■ **GIVEN DATA**:
╔══

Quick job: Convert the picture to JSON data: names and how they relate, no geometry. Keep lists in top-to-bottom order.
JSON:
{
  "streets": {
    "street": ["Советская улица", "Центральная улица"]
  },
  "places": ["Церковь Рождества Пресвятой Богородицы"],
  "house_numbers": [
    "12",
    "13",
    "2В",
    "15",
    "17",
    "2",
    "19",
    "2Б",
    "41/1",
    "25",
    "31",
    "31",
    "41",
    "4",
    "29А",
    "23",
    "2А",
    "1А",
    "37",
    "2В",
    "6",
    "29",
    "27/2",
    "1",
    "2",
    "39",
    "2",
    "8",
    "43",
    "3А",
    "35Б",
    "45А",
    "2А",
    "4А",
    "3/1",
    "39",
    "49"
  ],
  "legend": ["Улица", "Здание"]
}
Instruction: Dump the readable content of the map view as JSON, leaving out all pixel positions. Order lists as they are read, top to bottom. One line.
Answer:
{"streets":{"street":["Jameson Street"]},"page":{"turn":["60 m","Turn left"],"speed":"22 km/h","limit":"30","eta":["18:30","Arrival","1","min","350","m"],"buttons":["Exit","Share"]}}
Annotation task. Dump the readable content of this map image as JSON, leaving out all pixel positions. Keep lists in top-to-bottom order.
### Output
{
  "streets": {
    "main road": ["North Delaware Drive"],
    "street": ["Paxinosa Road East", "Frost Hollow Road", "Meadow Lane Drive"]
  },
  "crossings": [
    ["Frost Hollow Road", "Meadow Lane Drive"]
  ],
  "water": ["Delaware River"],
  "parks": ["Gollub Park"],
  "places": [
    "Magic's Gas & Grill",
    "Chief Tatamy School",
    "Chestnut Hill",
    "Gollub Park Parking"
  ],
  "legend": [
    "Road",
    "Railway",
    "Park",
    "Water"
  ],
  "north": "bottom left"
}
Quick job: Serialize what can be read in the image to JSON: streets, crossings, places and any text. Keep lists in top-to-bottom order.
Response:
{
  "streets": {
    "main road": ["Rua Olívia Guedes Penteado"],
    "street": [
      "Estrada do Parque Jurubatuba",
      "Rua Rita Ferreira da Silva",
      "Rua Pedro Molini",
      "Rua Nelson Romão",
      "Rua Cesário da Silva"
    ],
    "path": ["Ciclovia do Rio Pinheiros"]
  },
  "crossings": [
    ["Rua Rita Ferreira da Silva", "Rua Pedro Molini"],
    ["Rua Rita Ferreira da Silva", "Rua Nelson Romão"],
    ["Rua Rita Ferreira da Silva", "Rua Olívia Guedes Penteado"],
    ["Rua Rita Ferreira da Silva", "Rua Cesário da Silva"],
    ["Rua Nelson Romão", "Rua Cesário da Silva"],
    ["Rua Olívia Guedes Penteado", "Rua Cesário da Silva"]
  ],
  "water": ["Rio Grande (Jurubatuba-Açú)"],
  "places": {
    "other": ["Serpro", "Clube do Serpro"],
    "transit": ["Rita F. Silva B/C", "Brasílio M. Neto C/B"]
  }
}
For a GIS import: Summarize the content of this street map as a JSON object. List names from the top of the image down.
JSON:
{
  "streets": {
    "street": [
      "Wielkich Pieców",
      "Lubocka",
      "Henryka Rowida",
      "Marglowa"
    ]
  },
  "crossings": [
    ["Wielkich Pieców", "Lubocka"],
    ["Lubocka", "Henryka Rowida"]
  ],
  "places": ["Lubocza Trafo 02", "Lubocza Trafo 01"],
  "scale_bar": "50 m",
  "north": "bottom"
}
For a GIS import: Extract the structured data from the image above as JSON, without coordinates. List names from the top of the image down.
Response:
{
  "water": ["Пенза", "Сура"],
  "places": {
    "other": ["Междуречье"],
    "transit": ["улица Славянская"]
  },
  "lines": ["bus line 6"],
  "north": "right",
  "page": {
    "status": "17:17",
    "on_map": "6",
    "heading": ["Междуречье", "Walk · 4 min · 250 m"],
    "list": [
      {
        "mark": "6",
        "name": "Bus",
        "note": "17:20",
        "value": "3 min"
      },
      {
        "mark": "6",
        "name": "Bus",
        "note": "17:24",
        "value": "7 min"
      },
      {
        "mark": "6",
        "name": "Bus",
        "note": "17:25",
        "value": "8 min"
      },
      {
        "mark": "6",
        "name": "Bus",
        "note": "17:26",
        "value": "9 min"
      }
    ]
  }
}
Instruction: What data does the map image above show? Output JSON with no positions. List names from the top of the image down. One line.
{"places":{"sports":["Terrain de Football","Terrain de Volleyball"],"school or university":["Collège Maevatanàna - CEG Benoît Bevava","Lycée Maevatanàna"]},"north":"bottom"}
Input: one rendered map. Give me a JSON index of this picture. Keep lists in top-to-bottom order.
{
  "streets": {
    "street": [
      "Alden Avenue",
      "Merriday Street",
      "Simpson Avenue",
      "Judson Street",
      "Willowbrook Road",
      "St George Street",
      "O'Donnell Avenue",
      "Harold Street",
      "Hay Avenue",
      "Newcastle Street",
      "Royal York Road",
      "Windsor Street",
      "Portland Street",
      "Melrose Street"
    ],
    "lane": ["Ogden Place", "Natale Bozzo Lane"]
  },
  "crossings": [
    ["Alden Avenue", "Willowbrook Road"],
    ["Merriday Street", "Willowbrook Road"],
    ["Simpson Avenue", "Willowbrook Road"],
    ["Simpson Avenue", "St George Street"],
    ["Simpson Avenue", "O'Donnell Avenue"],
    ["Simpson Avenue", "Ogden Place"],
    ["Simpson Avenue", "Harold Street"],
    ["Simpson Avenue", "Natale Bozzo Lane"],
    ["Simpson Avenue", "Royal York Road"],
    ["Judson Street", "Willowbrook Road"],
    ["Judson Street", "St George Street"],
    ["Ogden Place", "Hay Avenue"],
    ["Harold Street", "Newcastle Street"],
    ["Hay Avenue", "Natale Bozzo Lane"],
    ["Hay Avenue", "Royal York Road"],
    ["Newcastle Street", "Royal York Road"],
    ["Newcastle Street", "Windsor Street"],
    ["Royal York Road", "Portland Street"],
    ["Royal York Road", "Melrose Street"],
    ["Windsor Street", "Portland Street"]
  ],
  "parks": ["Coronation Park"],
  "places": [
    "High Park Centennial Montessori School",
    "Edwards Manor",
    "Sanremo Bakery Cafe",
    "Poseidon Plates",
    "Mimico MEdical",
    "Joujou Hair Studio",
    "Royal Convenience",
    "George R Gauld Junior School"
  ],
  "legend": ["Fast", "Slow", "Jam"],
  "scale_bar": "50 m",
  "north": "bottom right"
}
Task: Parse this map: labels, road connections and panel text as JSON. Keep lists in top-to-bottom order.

╚══

■ **REQUIREMENT**:
The records shown earlier should all be returned verbatim.

■ **RESPONSE TO THE TASK**:
Quick job: Convert the picture to JSON data: names and how they relate, no geometry. Keep lists in top-to-bottom order.
JSON:
{
  "streets": {
    "street": ["Советская улица", "Центральная улица"]
  },
  "places": ["Церковь Рождества Пресвятой Богородицы"],
  "house_numbers": [
    "12",
    "13",
    "2В",
    "15",
    "17",
    "2",
    "19",
    "2Б",
    "41/1",
    "25",
    "31",
    "31",
    "41",
    "4",
    "29А",
    "23",
    "2А",
    "1А",
    "37",
    "2В",
    "6",
    "29",
    "27/2",
    "1",
    "2",
    "39",
    "2",
    "8",
    "43",
    "3А",
    "35Б",
    "45А",
    "2А",
    "4А",
    "3/1",
    "39",
    "49"
  ],
  "legend": ["Улица", "Здание"]
}
Instruction: Dump the readable content of the map view as JSON, leaving out all pixel positions. Order lists as they are read, top to bottom. One line.
Answer:
{"streets":{"street":["Jameson Street"]},"page":{"turn":["60 m","Turn left"],"speed":"22 km/h","limit":"30","eta":["18:30","Arrival","1","min","350","m"],"buttons":["Exit","Share"]}}
Annotation task. Dump the readable content of this map image as JSON, leaving out all pixel positions. Keep lists in top-to-bottom order.
### Output
{
  "streets": {
    "main road": ["North Delaware Drive"],
    "street": ["Paxinosa Road East", "Frost Hollow Road", "Meadow Lane Drive"]
  },
  "crossings": [
    ["Frost Hollow Road", "Meadow Lane Drive"]
  ],
  "water": ["Delaware River"],
  "parks": ["Gollub Park"],
  "places": [
    "Magic's Gas & Grill",
    "Chief Tatamy School",
    "Chestnut Hill",
    "Gollub Park Parking"
  ],
  "legend": [
    "Road",
    "Railway",
    "Park",
    "Water"
  ],
  "north": "bottom left"
}
Quick job: Serialize what can be read in the image to JSON: streets, crossings, places and any text. Keep lists in top-to-bottom order.
Response:
{
  "streets": {
    "main road": ["Rua Olívia Guedes Penteado"],
    "street": [
      "Estrada do Parque Jurubatuba",
      "Rua Rita Ferreira da Silva",
      "Rua Pedro Molini",
      "Rua Nelson Romão",
      "Rua Cesário da Silva"
    ],
    "path": ["Ciclovia do Rio Pinheiros"]
  },
  "crossings": [
    ["Rua Rita Ferreira da Silva", "Rua Pedro Molini"],
    ["Rua Rita Ferreira da Silva", "Rua Nelson Romão"],
    ["Rua Rita Ferreira da Silva", "Rua Olívia Guedes Penteado"],
    ["Rua Rita Ferreira da Silva", "Rua Cesário da Silva"],
    ["Rua Nelson Romão", "Rua Cesário da Silva"],
    ["Rua Olívia Guedes Penteado", "Rua Cesário da Silva"]
  ],
  "water": ["Rio Grande (Jurubatuba-Açú)"],
  "places": {
    "other": ["Serpro", "Clube do Serpro"],
    "transit": ["Rita F. Silva B/C", "Brasílio M. Neto C/B"]
  }
}
For a GIS import: Summarize the content of this street map as a JSON object. List names from the top of the image down.
JSON:
{
  "streets": {
    "street": [
      "Wielkich Pieców",
      "Lubocka",
      "Henryka Rowida",
      "Marglowa"
    ]
  },
  "crossings": [
    ["Wielkich Pieców", "Lubocka"],
    ["Lubocka", "Henryka Rowida"]
  ],
  "places": ["Lubocza Trafo 02", "Lubocza Trafo 01"],
  "scale_bar": "50 m",
  "north": "bottom"
}
For a GIS import: Extract the structured data from the image above as JSON, without coordinates. List names from the top of the image down.
Response:
{
  "water": ["Пенза", "Сура"],
  "places": {
    "other": ["Междуречье"],
    "transit": ["улица Славянская"]
  },
  "lines": ["bus line 6"],
  "north": "right",
  "page": {
    "status": "17:17",
    "on_map": "6",
    "heading": ["Междуречье", "Walk · 4 min · 250 m"],
    "list": [
      {
        "mark": "6",
        "name": "Bus",
        "note": "17:20",
        "value": "3 min"
      },
      {
        "mark": "6",
        "name": "Bus",
        "note": "17:24",
        "value": "7 min"
      },
      {
        "mark": "6",
        "name": "Bus",
        "note": "17:25",
        "value": "8 min"
      },
      {
        "mark": "6",
        "name": "Bus",
        "note": "17:26",
        "value": "9 min"
      }
    ]
  }
}
Instruction: What data does the map image above show? Output JSON with no positions. List names from the top of the image down. One line.
{"places":{"sports":["Terrain de Football","Terrain de Volleyball"],"school or university":["Collège Maevatanàna - CEG Benoît Bevava","Lycée Maevatanàna"]},"north":"bottom"}
Input: one rendered map. Give me a JSON index of this picture. Keep lists in top-to-bottom order.
{
  "streets": {
    "street": [
      "Alden Avenue",
      "Merriday Street",
      "Simpson Avenue",
      "Judson Street",
      "Willowbrook Road",
      "St George Street",
      "O'Donnell Avenue",
      "Harold Street",
      "Hay Avenue",
      "Newcastle Street",
      "Royal York Road",
      "Windsor Street",
      "Portland Street",
      "Melrose Street"
    ],
    "lane": ["Ogden Place", "Natale Bozzo Lane"]
  },
  "crossings": [
    ["Alden Avenue", "Willowbrook Road"],
    ["Merriday Street", "Willowbrook Road"],
    ["Simpson Avenue", "Willowbrook Road"],
    ["Simpson Avenue", "St George Street"],
    ["Simpson Avenue", "O'Donnell Avenue"],
    ["Simpson Avenue", "Ogden Place"],
    ["Simpson Avenue", "Harold Street"],
    ["Simpson Avenue", "Natale Bozzo Lane"],
    ["Simpson Avenue", "Royal York Road"],
    ["Judson Street", "Willowbrook Road"],
    ["Judson Street", "St George Street"],
    ["Ogden Place", "Hay Avenue"],
    ["Harold Street", "Newcastle Street"],
    ["Hay Avenue", "Natale Bozzo Lane"],
    ["Hay Avenue", "Royal York Road"],
    ["Newcastle Street", "Royal York Road"],
    ["Newcastle Street", "Windsor Street"],
    ["Royal York Road", "Portland Street"],
    ["Royal York Road", "Melrose Street"],
    ["Windsor Street", "Portland Street"]
  ],
  "parks": ["Coronation Park"],
  "places": [
    "High Park Centennial Montessori School",
    "Edwards Manor",
    "Sanremo Bakery Cafe",
    "Poseidon Plates",
    "Mimico MEdical",
    "Joujou Hair Studio",
    "Royal Convenience",
    "George R Gauld Junior School"
  ],
  "legend": ["Fast", "Slow", "Jam"],
  "scale_bar": "50 m",
  "north": "bottom right"
}
Task: Parse this map: labels, road connections and panel text as JSON. Keep lists in top-to-bottom order.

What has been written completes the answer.